Но Пескарик чувствует эту угрозу и поэтому ещё громче орёт:

 – Переводчик! Телохранитель! (Их у Командира, по его личному назначению, было два: переводчик и водитель). Ко мне! Убрать от меня этого пьяного майора!

Комендант пытается взять Командира под локоток и силой завести его за палатку, чтобы как следует врезать!

– Не сметь прикасаться к телу полковника! Телохранитель — арестовать этого майора!


          Переводчик, он же телохранитель, сидит в кустах, не желая участвовать в пьяном балагане. Солдаты бегают, пытаясь организовывать круговую оборону, процедура обеспечения которой была расписана заранее и каждый должен был знать своё место в этой системе. Эфиопские часовые на внешнем периметре гарнизона начинают волноваться, организуется специальная группа для выяснения обстановки и принятия необходимых мер, вся большая армейская структура всего региона приходит в ночное движение. 

          Ситуацию возвращает в нормальное состояние опытный немолодой прапорщик, командир расчёта радиостанции, который хорошо знаком с подобными проявлениями повышенной активности и яркого мировосприятия:

 – Товарищ полковник! Давайте по пять грамм перед боем! Там немного ещё осталось!

          Пескарик заметно успокаивается, для приличия ломается и отказывается, но ноги уже сами несут его к палатке, где его ждут заветные пять граммов. Разливают. Опрокидывают. Полковник валится под стол, но сзади уже стоят на подхвате двое солдат — ритуал хорошо известен! Эти двое солдат тащат его под руки к кровати, одетым укладывают сверху на одеяло. Он спит. Все расходятся по палаткам. Можно поспать и перевести дух.   

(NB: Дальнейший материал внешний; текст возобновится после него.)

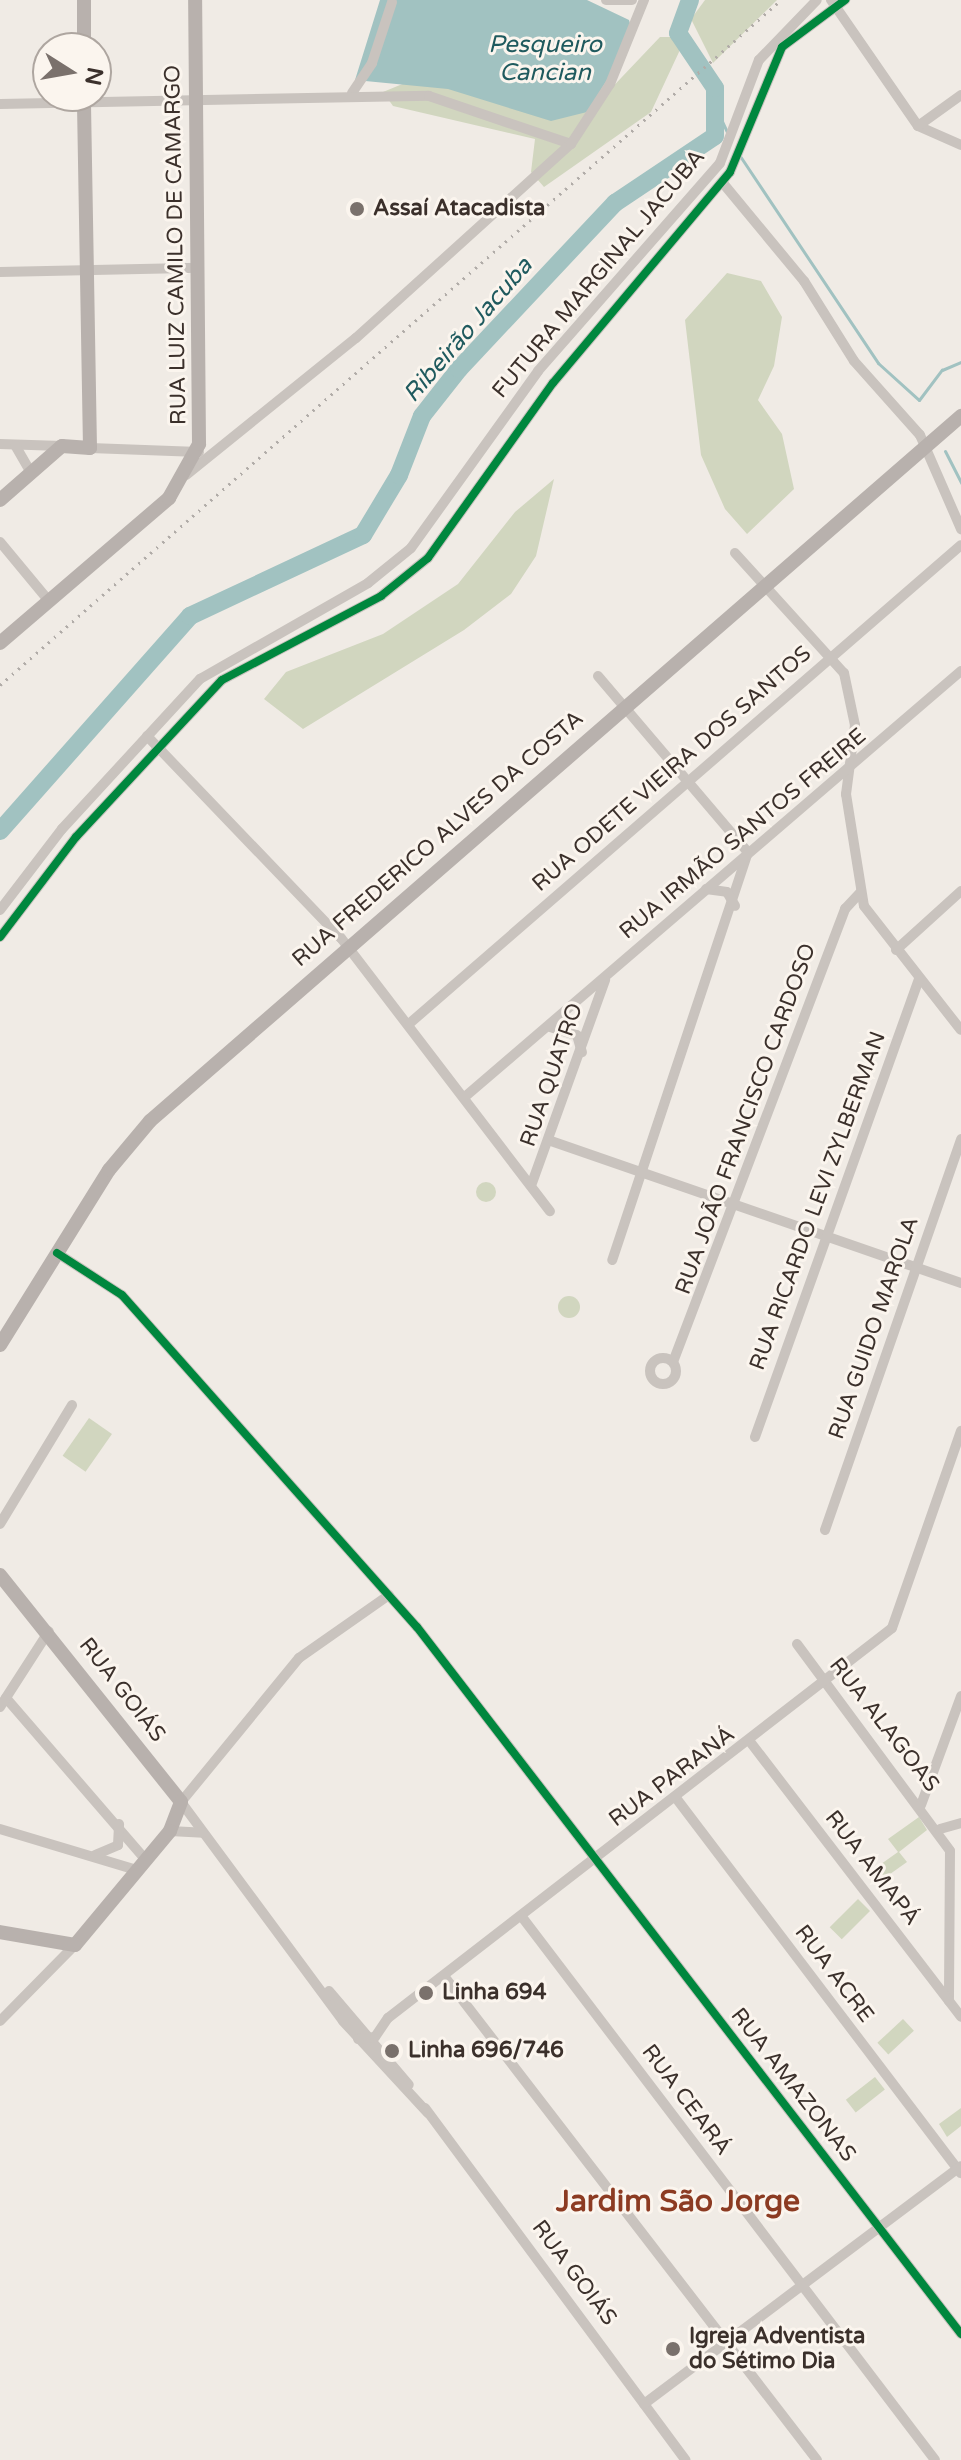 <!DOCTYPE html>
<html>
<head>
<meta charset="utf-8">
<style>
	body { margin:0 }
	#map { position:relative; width:961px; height:2460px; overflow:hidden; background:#f0ebe5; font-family:"Varela Round",sans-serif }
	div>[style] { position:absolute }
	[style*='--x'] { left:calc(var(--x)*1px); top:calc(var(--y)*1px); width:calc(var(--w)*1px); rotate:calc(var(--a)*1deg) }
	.green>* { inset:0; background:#d1d6bf; transform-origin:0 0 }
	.round { border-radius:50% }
	.water>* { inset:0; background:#a1c2c1 }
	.stream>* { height:3px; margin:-1.5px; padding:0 1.5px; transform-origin:1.5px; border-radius:1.5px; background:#a1c2c1 }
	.river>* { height:18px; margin:-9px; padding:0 9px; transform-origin:9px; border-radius:9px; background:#a1c2c1 }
	.minor>* { height:10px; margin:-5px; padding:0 5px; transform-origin:5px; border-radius:5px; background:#c9c3be }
	.minor>.ring { margin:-5px; padding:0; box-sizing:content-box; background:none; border:10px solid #c9c3be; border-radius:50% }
	.major>* { height:14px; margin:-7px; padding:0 7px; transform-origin:7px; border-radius:7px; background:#b8b1ad }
	.rail>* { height:3px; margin-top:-1.5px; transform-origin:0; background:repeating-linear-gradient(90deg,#b1aca8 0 2px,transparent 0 8px) }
	.cycleway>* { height:8px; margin:-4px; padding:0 4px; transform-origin:4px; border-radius:4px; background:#00873e }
	.dots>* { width:22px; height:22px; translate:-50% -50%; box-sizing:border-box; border:4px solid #fbf5ee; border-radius:50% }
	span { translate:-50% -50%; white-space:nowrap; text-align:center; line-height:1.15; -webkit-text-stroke:6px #fbf5ee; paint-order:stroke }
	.poi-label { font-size:22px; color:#3b302b; font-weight:700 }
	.left { translate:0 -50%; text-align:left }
	.street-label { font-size:22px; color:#3b302b }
	.water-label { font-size:24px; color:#1f5a5e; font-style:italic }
	.district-label { font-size:30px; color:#8c3b22; font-weight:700 }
	.north { position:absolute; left:32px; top:32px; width:80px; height:80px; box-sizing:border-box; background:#fbf5ee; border:2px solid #aea6a0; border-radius:50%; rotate:101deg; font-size:22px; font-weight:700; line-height:32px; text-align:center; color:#3b302b }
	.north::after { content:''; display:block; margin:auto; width:28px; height:36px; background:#7a716c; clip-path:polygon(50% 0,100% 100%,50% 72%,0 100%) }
</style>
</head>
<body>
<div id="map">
	<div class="green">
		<i style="clip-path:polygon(705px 0,777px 0,713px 63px,691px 19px)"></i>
		<i style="clip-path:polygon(660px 37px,686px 37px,651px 112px,544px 187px,531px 172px,535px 139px,393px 106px,383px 92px,417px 78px,602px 98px)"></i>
		<i style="clip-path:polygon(727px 273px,761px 281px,782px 317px,774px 366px,758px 400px,782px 434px,794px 489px,747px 534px,725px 509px,701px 455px,685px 320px)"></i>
		<i style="clip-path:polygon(554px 479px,536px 556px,511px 594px,464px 630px,303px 729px,264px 699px,286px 672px,383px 634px,458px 584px,515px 512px)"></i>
		<i class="round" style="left:476px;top:1182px;width:20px;height:20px"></i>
		<i class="round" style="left:558px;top:1296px;width:22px;height:22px"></i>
		<i style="left:89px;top:1418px;width:28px;height:46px;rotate:35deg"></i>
		<i style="clip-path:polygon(919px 1817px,927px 1830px,899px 1852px,907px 1862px,876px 1884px,867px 1874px,898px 1852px,888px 1839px)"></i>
		<i style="left:858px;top:1899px;width:17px;height:40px;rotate:45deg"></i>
		<i style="left:903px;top:2019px;width:16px;height:35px;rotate:47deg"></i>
		<i style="left:875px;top:2077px;width:16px;height:37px;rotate:52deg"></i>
		<i style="clip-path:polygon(961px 2108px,961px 2126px,947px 2137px,939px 2124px)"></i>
	</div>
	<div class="water">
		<i style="clip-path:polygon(380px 0,587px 0,629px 20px,634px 37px,587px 112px,551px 121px,448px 89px,355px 80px)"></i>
	</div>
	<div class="stream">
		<i style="--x:720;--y:117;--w:17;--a:65"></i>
		<i style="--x:740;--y:156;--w:249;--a:56.3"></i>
		<i style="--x:878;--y:363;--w:55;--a:42.1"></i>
		<i style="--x:919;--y:400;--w:38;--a:-53"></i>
		<i style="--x:942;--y:370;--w:21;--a:-23"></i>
		<i style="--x:945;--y:451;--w:36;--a:63"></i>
	</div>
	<div class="river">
		<i style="--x:0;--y:831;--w:287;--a:-48.5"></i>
		<i style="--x:190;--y:616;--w:191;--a:-25.1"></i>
		<i style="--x:363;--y:535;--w:70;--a:-59"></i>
		<i style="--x:399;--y:475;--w:63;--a:-68.7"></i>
		<i style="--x:422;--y:416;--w:60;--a:-51.8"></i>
		<i style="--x:459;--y:369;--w:228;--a:-46.8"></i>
		<i style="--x:615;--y:203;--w:120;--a:-33.8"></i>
		<i style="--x:715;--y:136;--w:48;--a:-90"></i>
		<i style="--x:715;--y:88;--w:66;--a:-123.9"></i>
		<i style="--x:678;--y:33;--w:35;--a:-70"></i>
	</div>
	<div class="minor">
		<i style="--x:606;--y:0;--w:26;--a:0"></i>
		<i style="--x:831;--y:0;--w:153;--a:55.4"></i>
		<i style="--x:918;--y:126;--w:47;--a:23.8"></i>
		<i style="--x:352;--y:93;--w:36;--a:-56"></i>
		<i style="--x:372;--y:63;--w:64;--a:-71.8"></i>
		<i style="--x:0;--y:104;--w:429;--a:-1.1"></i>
		<i style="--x:429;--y:96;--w:150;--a:18.7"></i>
		<i style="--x:918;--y:126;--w:53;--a:-35.8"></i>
		<i style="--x:722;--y:182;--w:129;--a:50.4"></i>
		<i style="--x:804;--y:281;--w:94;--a:58"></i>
		<i style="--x:854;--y:361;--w:99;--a:48.3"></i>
		<i style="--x:920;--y:435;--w:103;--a:66.4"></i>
		<i style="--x:0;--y:272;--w:199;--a:-1.2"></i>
		<i style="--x:0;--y:444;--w:62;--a:1.8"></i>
		<i style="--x:15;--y:445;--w:32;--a:60"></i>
		<i style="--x:90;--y:448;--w:109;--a:2.1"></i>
		<i style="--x:186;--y:475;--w:218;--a:-38.9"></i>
		<i style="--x:356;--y:338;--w:290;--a:-42.1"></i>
		<i style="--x:571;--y:144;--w:72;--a:-57"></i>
		<i style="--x:610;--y:84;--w:91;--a:-68"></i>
		<i style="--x:0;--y:542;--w:77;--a:50.3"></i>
		<i style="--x:735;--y:553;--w:162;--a:47.8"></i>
		<i style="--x:844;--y:673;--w:53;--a:78.1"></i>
		<i style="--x:855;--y:725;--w:70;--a:97.4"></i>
		<i style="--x:846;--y:794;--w:113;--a:80.9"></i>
		<i style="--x:864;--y:906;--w:157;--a:52"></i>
		<i style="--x:598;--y:676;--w:231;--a:49.6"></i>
		<i style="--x:748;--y:852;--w:430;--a:108.4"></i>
		<i style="--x:147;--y:736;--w:280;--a:46.2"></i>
		<i style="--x:341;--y:938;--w:344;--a:52.6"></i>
		<i style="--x:706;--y:889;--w:21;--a:8"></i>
		<i style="--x:727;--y:892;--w:16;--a:60"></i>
		<i style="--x:0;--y:910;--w:102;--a:-52.6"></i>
		<i style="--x:62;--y:829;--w:204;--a:-47.4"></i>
		<i style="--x:200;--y:679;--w:193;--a:-29.7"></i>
		<i style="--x:368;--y:583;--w:55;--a:-39.1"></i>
		<i style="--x:411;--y:548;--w:218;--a:-54.3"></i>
		<i style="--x:538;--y:371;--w:276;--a:-48.8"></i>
		<i style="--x:720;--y:163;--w:110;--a:-69.3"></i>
		<i style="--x:759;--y:60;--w:83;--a:-46"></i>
		<i style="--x:0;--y:937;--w:126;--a:-52.8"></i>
		<i style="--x:76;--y:837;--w:214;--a:-47.1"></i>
		<i style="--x:222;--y:680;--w:180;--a:-27.8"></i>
		<i style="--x:381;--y:596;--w:60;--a:-39"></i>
		<i style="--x:428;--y:558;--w:215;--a:-54.5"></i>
		<i style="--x:553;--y:383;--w:275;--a:-50"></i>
		<i style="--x:730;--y:172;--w:135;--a:-67.4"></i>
		<i style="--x:782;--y:47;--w:79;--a:-36.7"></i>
		<i style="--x:896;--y:950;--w:88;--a:-42.2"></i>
		<i style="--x:410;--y:1023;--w:729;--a:-40.94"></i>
		<i style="--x:550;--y:1027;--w:28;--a:17"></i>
		<i style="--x:577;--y:1035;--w:18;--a:74"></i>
		<i style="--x:467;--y:1095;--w:651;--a:-40.64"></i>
		<i style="--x:551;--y:1141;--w:434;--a:19.1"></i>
		<i style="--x:532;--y:1183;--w:216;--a:-70.2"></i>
		<i style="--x:57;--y:1253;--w:77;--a:32.9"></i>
		<i style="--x:122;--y:1295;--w:444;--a:48.4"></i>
		<i style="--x:417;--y:1627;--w:892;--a:52.42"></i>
		<i class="ring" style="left:650px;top:1358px;width:16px;height:16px"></i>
		<i style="--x:673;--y:1362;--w:485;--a:-69.2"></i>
		<i style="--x:845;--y:909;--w:23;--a:-47"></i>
		<i style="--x:755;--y:1437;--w:486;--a:-70.3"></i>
		<i style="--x:0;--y:1524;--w:139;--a:-58.8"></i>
		<i style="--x:825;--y:1530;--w:414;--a:-70.8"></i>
		<i style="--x:389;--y:1595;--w:110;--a:145"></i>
		<i style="--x:299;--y:1658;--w:186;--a:129.3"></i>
		<i style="--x:181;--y:1802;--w:272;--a:53.5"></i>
		<i style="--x:343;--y:2021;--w:125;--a:47.3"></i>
		<i style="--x:797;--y:1644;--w:257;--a:53.5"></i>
		<i style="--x:950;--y:1851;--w:150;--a:90.4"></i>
		<i style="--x:6;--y:1698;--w:214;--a:49.2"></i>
		<i style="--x:0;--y:1707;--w:90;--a:-57.2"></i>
		<i style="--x:751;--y:1743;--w:345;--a:52.5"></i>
		<i style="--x:676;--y:1798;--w:471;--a:52.8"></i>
		<i style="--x:921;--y:1805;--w:116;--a:-69.8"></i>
		<i style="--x:0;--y:1829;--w:143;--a:16.7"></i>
		<i style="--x:940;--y:1829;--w:22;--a:-16"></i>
		<i style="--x:170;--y:1831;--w:33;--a:3"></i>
		<i style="--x:95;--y:1855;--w:25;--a:-23"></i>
		<i style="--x:118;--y:1845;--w:21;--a:-87"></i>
		<i style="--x:522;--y:1917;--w:682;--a:52.74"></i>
		<i style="--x:444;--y:1976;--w:611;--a:52.38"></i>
		<i style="--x:329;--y:1991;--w:123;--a:49.6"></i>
		<i style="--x:0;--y:2021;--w:107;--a:-45.4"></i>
		<i style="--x:358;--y:2039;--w:17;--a:-7"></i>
		<i style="--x:375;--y:2037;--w:23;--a:-56"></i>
		<i style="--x:388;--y:2018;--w:637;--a:-37.73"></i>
		<i style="--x:892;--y:1628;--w:209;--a:-70.7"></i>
		<i style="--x:425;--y:2108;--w:438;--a:53.5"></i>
		<i style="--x:644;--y:2404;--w:396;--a:-36.9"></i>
	</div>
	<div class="major">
		<i style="--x:84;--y:48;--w:48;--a:-90"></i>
		<i style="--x:0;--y:500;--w:82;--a:-41.1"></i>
		<i style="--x:62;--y:446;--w:28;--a:4"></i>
		<i style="--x:90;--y:448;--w:352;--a:-91"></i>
		<i style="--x:0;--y:643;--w:223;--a:-40.6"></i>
		<i style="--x:169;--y:498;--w:62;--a:-60.9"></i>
		<i style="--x:199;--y:444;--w:444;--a:-90.5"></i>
		<i style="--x:0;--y:1345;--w:206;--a:-58.1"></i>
		<i style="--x:109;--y:1170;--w:64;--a:-50.1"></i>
		<i style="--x:150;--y:1121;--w:1075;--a:-41"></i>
		<i style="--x:0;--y:1575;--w:290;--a:51.4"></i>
		<i style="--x:181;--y:1802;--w:31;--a:111"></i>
		<i style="--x:170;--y:1831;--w:148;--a:129.8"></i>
		<i style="--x:75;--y:1945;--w:76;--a:-170.2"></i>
	</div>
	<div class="rail">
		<i style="--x:0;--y:685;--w:1039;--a:-41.25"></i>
	</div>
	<div class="cycleway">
		<i style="--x:0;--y:937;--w:126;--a:-52.8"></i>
		<i style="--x:76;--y:837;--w:214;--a:-47.1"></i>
		<i style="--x:222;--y:680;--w:180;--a:-27.8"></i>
		<i style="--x:381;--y:596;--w:60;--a:-39"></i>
		<i style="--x:428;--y:558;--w:215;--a:-54.5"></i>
		<i style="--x:553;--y:383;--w:275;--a:-50"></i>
		<i style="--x:730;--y:172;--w:135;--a:-67.4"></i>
		<i style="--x:782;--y:47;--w:79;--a:-36.7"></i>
		<i style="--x:57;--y:1253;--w:77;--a:32.9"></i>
		<i style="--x:122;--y:1295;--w:444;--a:48.4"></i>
		<i style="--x:417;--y:1627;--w:892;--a:52.42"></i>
	</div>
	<div class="dots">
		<i style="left:357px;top:209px;background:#7a716c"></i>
		<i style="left:426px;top:1993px;background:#7a716c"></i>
		<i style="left:392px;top:2051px;background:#7a716c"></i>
		<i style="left:673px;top:2349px;background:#7a716c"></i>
	</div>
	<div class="poi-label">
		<span class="left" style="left:373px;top:209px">Assaí Atacadista</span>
		<span class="left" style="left:442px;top:1993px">Linha 694</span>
		<span class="left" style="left:408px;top:2051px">Linha 696/746</span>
		<span class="left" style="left:689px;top:2349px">Igreja Adventista<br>do Sétimo Dia</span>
	</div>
	<div class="street-label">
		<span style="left:176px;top:245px;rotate:-91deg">RUA LUIZ CAMILO DE CAMARGO</span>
		<span style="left:599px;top:274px;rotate:-50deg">FUTURA MARGINAL JACUBA</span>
		<span style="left:672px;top:769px;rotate:-41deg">RUA ODETE VIEIRA DOS SANTOS</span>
		<span style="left:743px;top:834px;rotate:-40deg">RUA IRMÃO SANTOS FREIRE</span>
		<span style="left:438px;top:839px;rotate:-41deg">RUA FREDERICO ALVES DA COSTA</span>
		<span style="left:552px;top:1075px;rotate:-71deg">RUA QUATRO</span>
		<span style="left:746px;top:1119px;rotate:-70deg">RUA JOÃO FRANCISCO CARDOSO</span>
		<span style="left:818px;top:1201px;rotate:-70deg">RUA RICARDO LEVI ZYLBERMAN</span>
		<span style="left:874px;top:1328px;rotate:-71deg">RUA GUIDO MAROLA</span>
		<span style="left:122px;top:1690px;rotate:52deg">RUA GOIÁS</span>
		<span style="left:884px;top:1725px;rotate:52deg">RUA ALAGOAS</span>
		<span style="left:672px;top:1777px;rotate:-37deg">RUA PARANÁ</span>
		<span style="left:872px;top:1868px;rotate:52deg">RUA AMAPÁ</span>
		<span style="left:834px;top:1974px;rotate:53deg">RUA ACRE</span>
		<span style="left:793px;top:2085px;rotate:52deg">RUA AMAZONAS</span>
		<span style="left:686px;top:2100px;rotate:53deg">RUA CEARÁ</span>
		<span style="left:574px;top:2273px;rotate:53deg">RUA GOIÁS</span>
	</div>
	<div class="water-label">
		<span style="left:545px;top:59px">Pesqueiro<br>Cancian</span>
		<span style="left:468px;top:330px;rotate:-49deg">Ribeirão Jacuba</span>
	</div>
	<div class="district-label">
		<span style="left:678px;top:2202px">Jardim São Jorge</span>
	</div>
	<div class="north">N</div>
</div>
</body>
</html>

        Примерно через час, то есть около двух часов ночи, из машины радиостанции в командирскую палатку прибегает заспанный плохо соображающий солдат, видит тут же сидящего на стуле спящего коменданта и докладывает, что Пескарика вызывает на связь генерал, советник командующего северным фронтом. Ситуация очень непростая. Пескарик мертвецки пьян, а с генералом шутки плохи!

           Если сказать, что Пескарика нет, генерал спросит, где он. Стоит уже поздняя ночь, боевые действия не ведутся, выдумать что-либо более или менее правдоподобное невозможно. Подступиться к пьяному полковнику никто не решается, но генерал ещё страшнее!

          Ситуацию спасает всё тот же пожилой прапорщик. Он подносит телефонную трубку к уху и губам спящего полковника и тихим, но отчетливым  голосом говорит в другое его ухо:

 – Товарищ полковник, Вас вызывает на связь генерал Хромов!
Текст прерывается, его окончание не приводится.